Jessy Howe im Interview
Tatjana Zilg

Rund um den Flughafen Tempelhof rockte und swingte es Anfang September 2010 gewaltig. AVIVA-Berlin nutzte die Gelegenheit und traf während der Popkomm die Sängerin Jessy Howe von The Raveners zu ...




... einem Gespräch über die Vor- und Nachteile des Musikerinnenseins in virtuellen Zeiten, über die Schnittmenge von Swing und Rock, über das Live-Spielen und ihre Debüt-CD "Ravenous".

AVIVA-Berlin: Ihr kommt auf der Bühne und von CD sehr energiegeladen herüber. Wo nehmt Ihr all die Energie her, die Ihr auf der Bühne ausstrahlt?
Jessy Howe: Der Kern der Band besteht aus dem Gitarristen und Produzenten Chris Muzik, dem Bassisten Géza Burghardt und mir selbst. Wir haben eine sehr ambivalente Beziehung untereinander. Chris und ich sind manchmal wie zwei Zwillingsschwestern, wir streiten, lieben einander und streiten wieder. Geza sorgt dann immer dafür, dass wir uns wieder versöhnen. Eigentlich wollen wir extrovertiert und leicht aggressiv sein, nicht introvertiert. Aber im positiven Sinn. Zu unserer Lebendigkeit bei den Bühnenauftritten trägt die positive Streitkultur innerhalb der Band viel bei.

AVIVA-Berlin: Ihr beschreibt Eure Musik auf Myspace selbst als eine Mischung aus Swing und Rock. Wie ist die Idee entstanden, diese beiden teils doch eher konträren Musikstile miteinander zu verbinden?
Jessy Howe: Es gibt einige Titel, in die wir Elemente aus den 30er Jahren integrieren. Als wir im Jahr 2007 die Band gegründet haben, arbeiteten wir viel mit Jazz-Elementen, auch ein wenig beeinflusst von Billie Holiday. Dann wurde es mehr und mehr rockig. Die Single "You gotta swing" spiegelt gut, was wir unter Swing Rock verstehen. Die rockigen Einflüsse sind da schon sehr kräftig.

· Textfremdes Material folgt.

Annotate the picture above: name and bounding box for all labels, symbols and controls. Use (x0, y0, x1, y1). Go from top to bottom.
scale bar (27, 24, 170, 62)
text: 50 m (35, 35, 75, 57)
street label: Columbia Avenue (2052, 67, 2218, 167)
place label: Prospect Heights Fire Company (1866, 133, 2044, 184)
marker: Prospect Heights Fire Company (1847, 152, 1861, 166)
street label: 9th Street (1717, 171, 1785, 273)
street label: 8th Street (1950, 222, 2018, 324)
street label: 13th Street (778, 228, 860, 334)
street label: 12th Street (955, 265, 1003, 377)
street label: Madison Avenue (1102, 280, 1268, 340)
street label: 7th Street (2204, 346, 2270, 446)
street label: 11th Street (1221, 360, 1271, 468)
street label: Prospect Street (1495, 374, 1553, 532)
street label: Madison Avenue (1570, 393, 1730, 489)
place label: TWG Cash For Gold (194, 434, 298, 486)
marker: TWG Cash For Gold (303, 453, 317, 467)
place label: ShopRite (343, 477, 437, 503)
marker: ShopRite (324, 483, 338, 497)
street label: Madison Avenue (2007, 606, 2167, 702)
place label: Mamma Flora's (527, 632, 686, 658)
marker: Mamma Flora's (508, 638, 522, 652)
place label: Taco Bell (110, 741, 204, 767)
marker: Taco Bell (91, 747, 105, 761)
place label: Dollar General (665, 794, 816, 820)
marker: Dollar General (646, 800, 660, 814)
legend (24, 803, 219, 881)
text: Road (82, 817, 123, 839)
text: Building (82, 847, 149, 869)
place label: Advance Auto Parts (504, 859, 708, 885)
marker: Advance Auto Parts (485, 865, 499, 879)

AVIVA-Berlin: Woher kommt Euer Interesse am Swing? Ist das ein Musikstil, den ihr persönlich mögt? Woraus ist die Idee entstanden, mit diesen Stil zu spielen?
Jessy Howe: Der Anlass dazu war vor allem meine Stimme. Ich habe viel Swing in der Stimme und einen gewissen Hang zur nostalgischen Romantik. Meine Stimme erinnert oft an die Art der Sängerinnen der 30er Jahre. Ich habe selbst mit Jazz und Blues angefangen.

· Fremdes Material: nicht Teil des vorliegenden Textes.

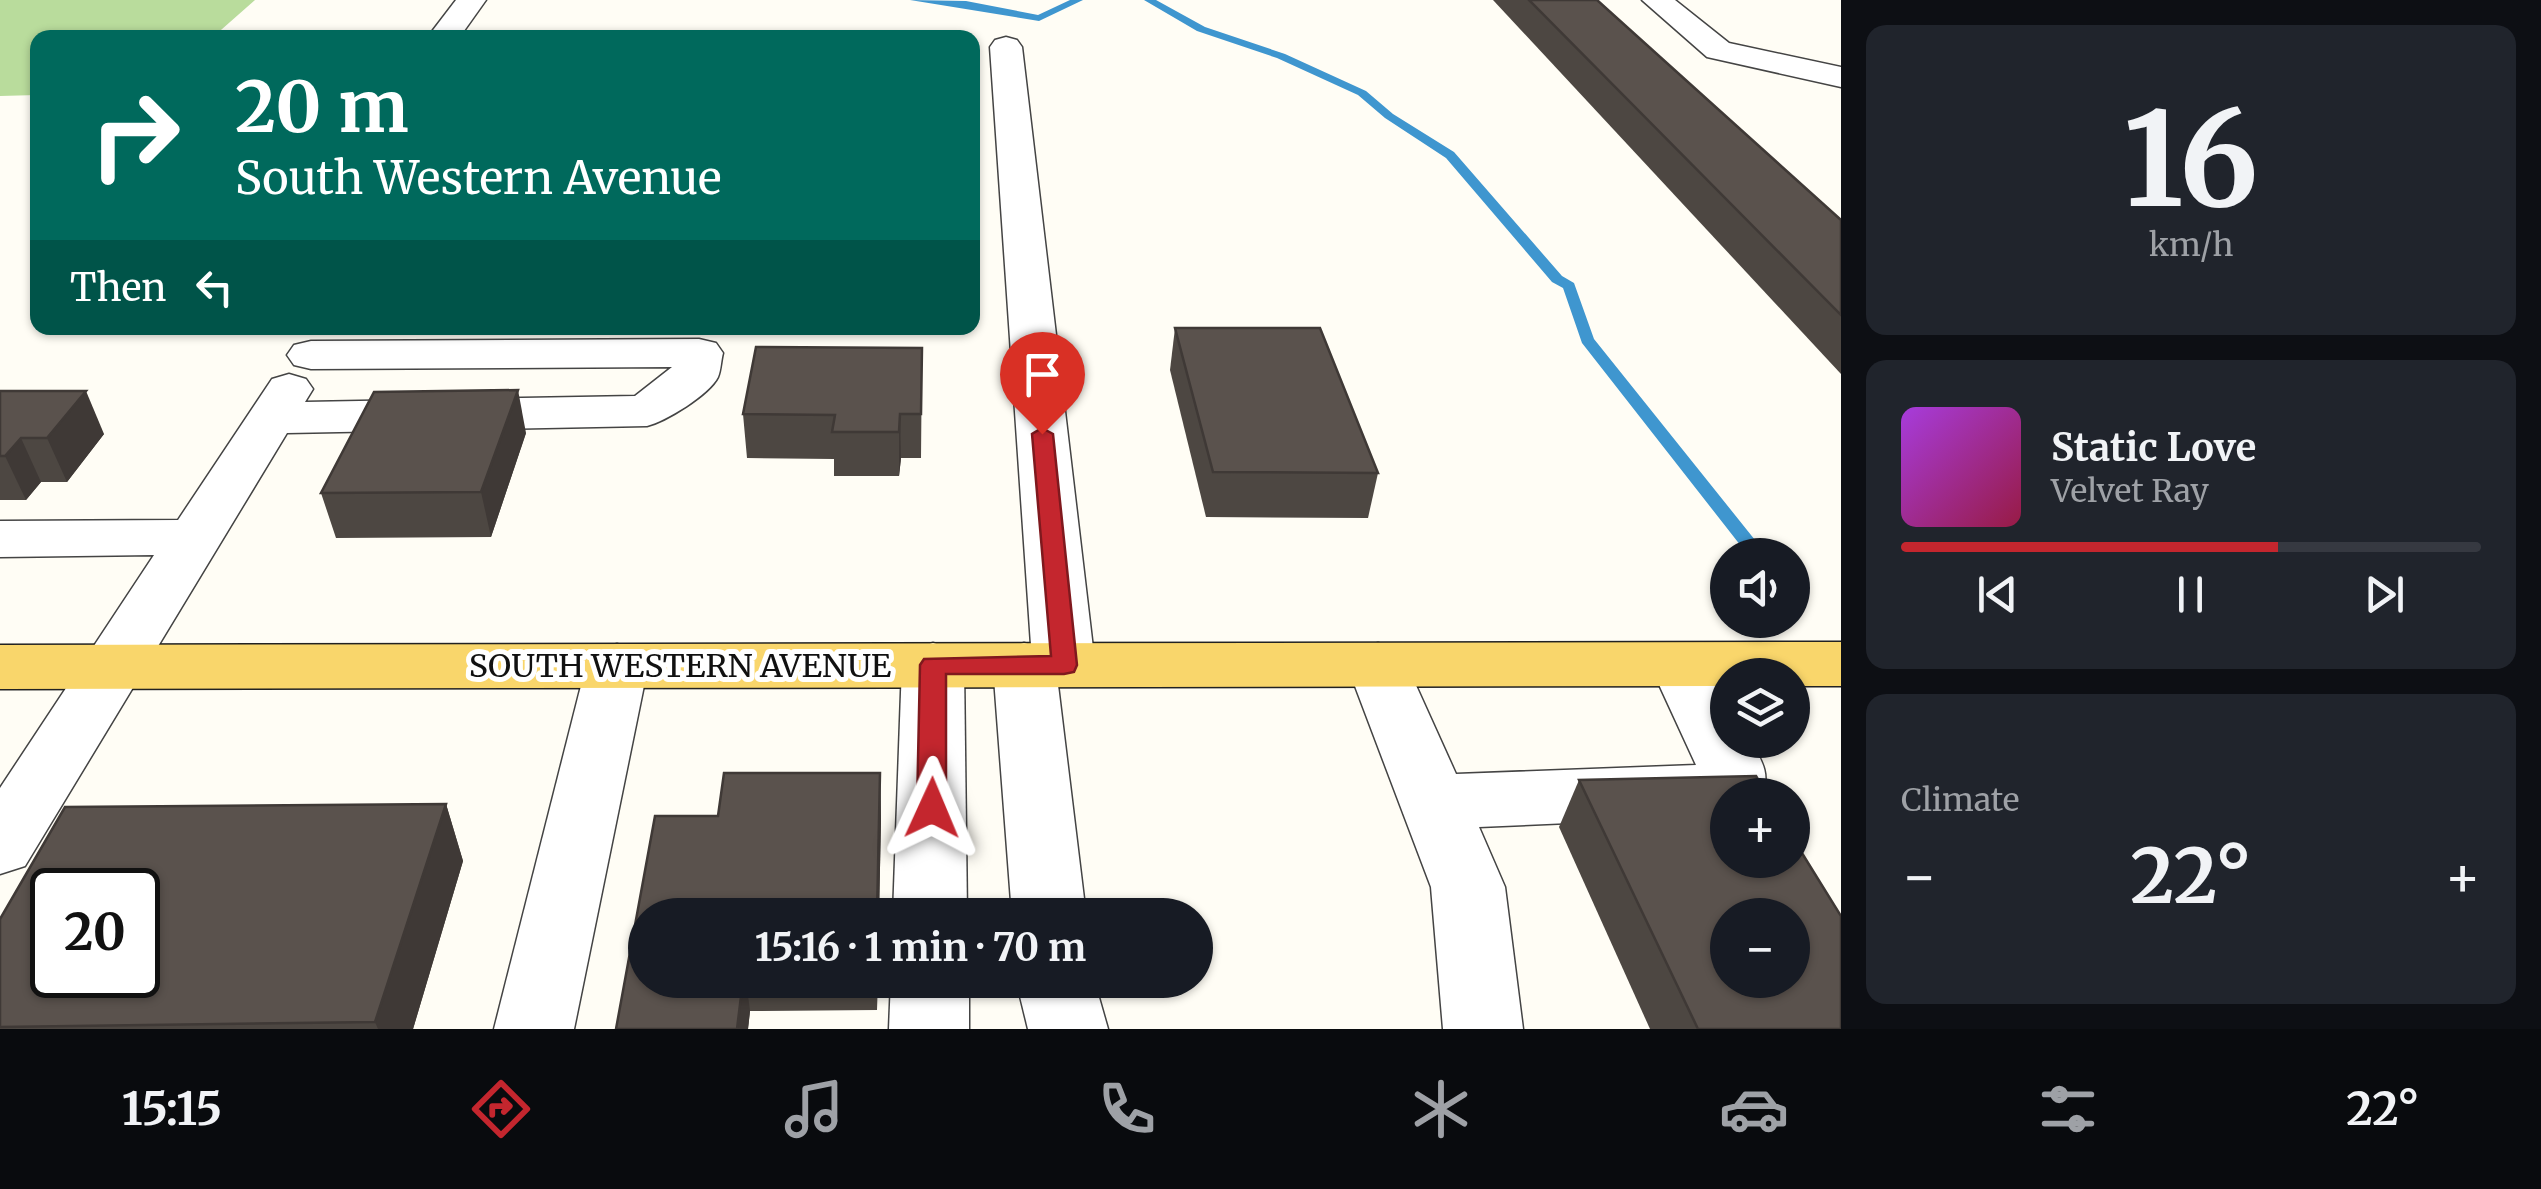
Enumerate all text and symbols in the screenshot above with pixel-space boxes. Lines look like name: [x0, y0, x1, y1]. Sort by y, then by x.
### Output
text: 20 m: [235, 63, 409, 151]
icon: right: [70, 70, 200, 200]
text: 16: [2123, 78, 2259, 241]
text: South Western Avenue: [235, 150, 722, 206]
text: km/h: [2149, 225, 2233, 265]
icon: left: [187, 260, 242, 315]
text: Then: [70, 264, 167, 311]
pin: [1000, 332, 1085, 435]
icon: arrive: [1015, 347, 1070, 402]
text: Static Love: [2051, 424, 2256, 471]
text: Velvet Ray: [2051, 471, 2209, 511]
map controls: [1710, 538, 1810, 998]
button: sound: [1710, 538, 1810, 638]
icon: previous: [1970, 567, 2025, 622]
icon: pause: [2163, 567, 2218, 622]
icon: next: [2357, 567, 2412, 622]
street label: SOUTH WESTERN AVENUE: [469, 646, 892, 686]
button: layers: [1710, 658, 1810, 758]
position arrow: [880, 756, 984, 860]
button: +: [1710, 778, 1810, 878]
text: Climate: [1901, 780, 2019, 820]
text: 22°: [2130, 829, 2252, 923]
text: −: [1901, 842, 1938, 911]
text: +: [2444, 842, 2481, 911]
speed limit sign: 20: [30, 868, 160, 998]
button: −: [1710, 898, 1810, 998]
text: 15:16 · 1 min · 70 m: [755, 924, 1086, 971]
icon: directions: [466, 1074, 536, 1144]
icon: music: [779, 1074, 849, 1144]
icon: phone: [1092, 1074, 1162, 1144]
icon: climate: [1406, 1074, 1476, 1144]
icon: car: [1719, 1074, 1789, 1144]
icon: filters: [2033, 1074, 2103, 1144]
text: 15:15: [122, 1081, 222, 1137]
text: 22°: [2346, 1081, 2419, 1137]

AVIVA-Berlin: Aus der Schweiz sind in letzter Zeit vor allem Songwriterinnen wie Sophie Hunger in Deutschland bekannt geworden.
Jessy Howe: Ja, Sophie Hunger hat eine gewaltige Stimme und kommt sehr intensiv herüber. Man merkt bei ihr, dass sie einfach loslassen kann, die Umgebung wird ihr egal und nur noch die Musik ist ihr wichtig. Es gibt aber auch noch viele andere super Sängerinnen und Künstlerinnen in der Schweiz.

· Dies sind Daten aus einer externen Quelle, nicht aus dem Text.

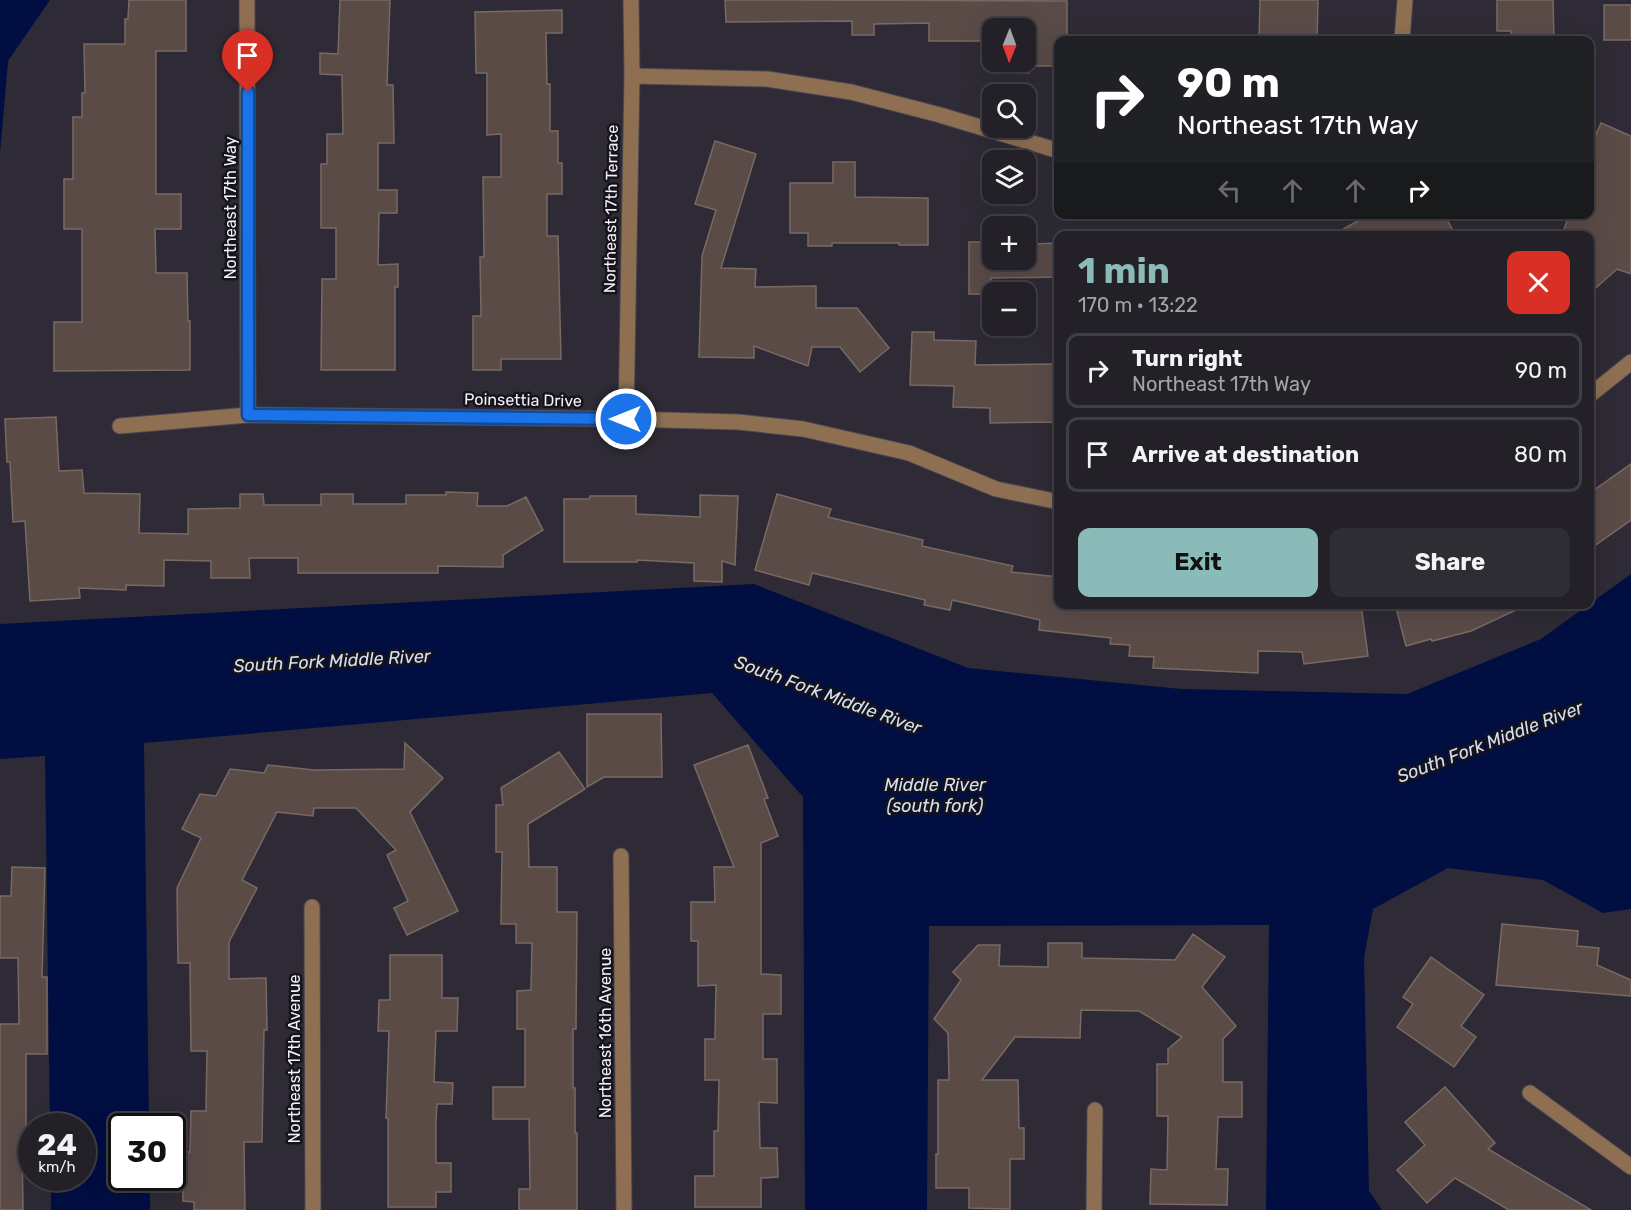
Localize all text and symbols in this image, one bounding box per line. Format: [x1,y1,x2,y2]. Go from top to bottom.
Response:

AVIVA-Berlin: Ihr kommt aus Zürich. Wie würdest Du die Musikszene dort beschreiben?
Jessy Howe: Nun, dort ist - wie woanders auch - die eigene Sprache sehr nachgefragt. Es gibt viele KünstlerInnen, die in Mundart, im Schwyzerdütsch, singen. Das kann man natürlich nicht in Deutschland veröffentlichen. Aber auch wenn man Englisch als internationale Sprache nutzt, bleibt es dennoch schwierig, sich auf dem internationalen Musikmarkt durchzusetzen - in England, in Skandinavien genau wie in Deutschland.
Ich denke auch, der Schweizer Nationalstolz ist da eben nicht so groß wie der in anderen Ländern. Nach Außen zu gehen erfordert Mut und zum anderen sind die Schweizer oft auch ein bisschen verwöhnt: Sie haben einen guten Job, alles ist schön geregelt und nebenbei machen sie ein paar Gigs und können damit etwas Geld dazuverdienen.
Einen Bus zu mieten, um acht Stunden nach Deutschland zu fahren, nur um hier ein Konzert zu geben und das noch selbst zu finanzieren, lässt viele davor zurückschrecken, den Versuch zu unternehmen, ihre Musik im Ausland bekannter zu machen.

AVIVA-Berlin: Das Finanzielle spielt folglich eine große Rolle dabei, dass die Bands den Schritt über die Grenze nicht wagen?
Jessy Howe: Ja, anders ist es erst, wenn man eine CD in Deutschland veröffentlicht hat und damit auf ein größeres Interesse stößt. Dann wird es natürlich viel leichter, eine internationale Tour zu organisieren.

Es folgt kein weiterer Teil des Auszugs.